Principal source:
Compiler: IUCN/SSC Invasive Species Specialist Group (ISSG) with support from La Fondation d'entreprise Total
Review:
Publication date: 2007-01-09
Recommended citation: Global Invasive Species Database (2024) Species profile: Sabella spallanzanii. Downloaded from http://iucngisd.org/gisd/species.php?sc=1046 on 21-11-2024.
The European fan worm is considered a major threat to benthic assemblages in both hard and soft sediment habitats and is of particular concern in Port Phillip Bay (Victoria, Australia) as a result of its potential effect on nutrient cycling processes in soft sediments (Murray and Parslow 1999, in O’Brien Ross and Keough 2006). Lemmens and collegues (1996) and Clapin (1996) estimated that S. spallanzanii had a mean filtering capacity of about 12 m³ per day per m² of habitat (in Stabilia et al. 2006).
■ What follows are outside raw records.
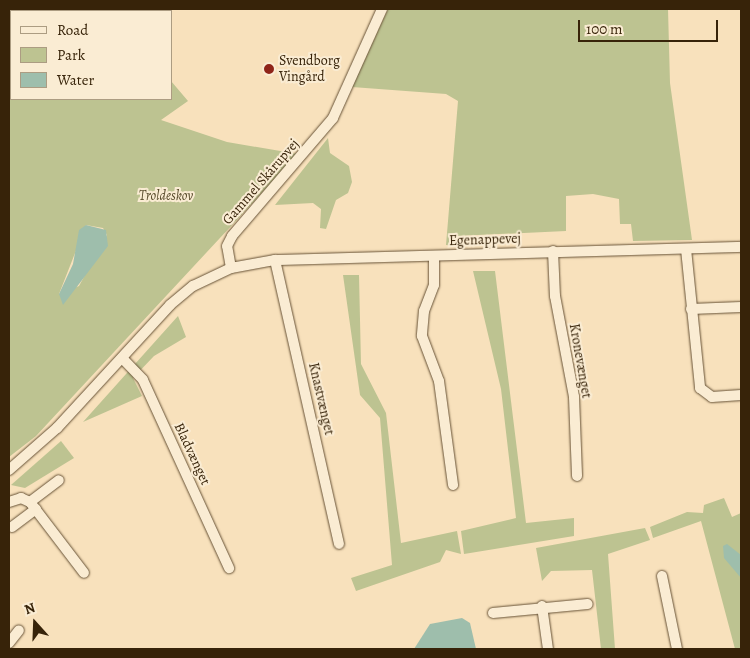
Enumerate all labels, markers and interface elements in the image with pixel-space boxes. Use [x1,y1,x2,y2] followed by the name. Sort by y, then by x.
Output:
[10,10,172,100] legend
[580,10,720,42] scale bar
[586,19,623,39] text: 100 m
[57,20,88,40] text: Road
[57,45,85,65] text: Park
[279,53,340,85] place label: Svendborg Vingård
[263,63,275,75] marker: Svendborg Vingård
[57,70,94,90] text: Water
[219,136,303,228] street label: Gammel Skårupvej
[139,188,193,204] park label: Troldeskov
[449,230,521,250] street label: Egenappevej
[565,322,595,400] street label: Kronevænget
[304,361,338,437] street label: Knastvænget
[170,420,214,488] street label: Bladvænget
[10,598,60,648] north arrow
[22,598,38,619] text: N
Several studies have shown that planktonic bacteria are important components of estuaries and coastal waters, reaching high population densities and accounting for a large fraction of the production of particulate matter in those systems (Azam 1998, Fuhrman and Azam 1980, in Stabilia et al. 2006). Filter feeders such as Sabella remove from the water not only phytoplankton but also free-living bacteria Stabilia et al. 2006). Consequently, the impact on bacterial community structure through the removal by filter-feeding invertebrates is of considerable interest when looking at the ecological changes brought about by Sabella colonies.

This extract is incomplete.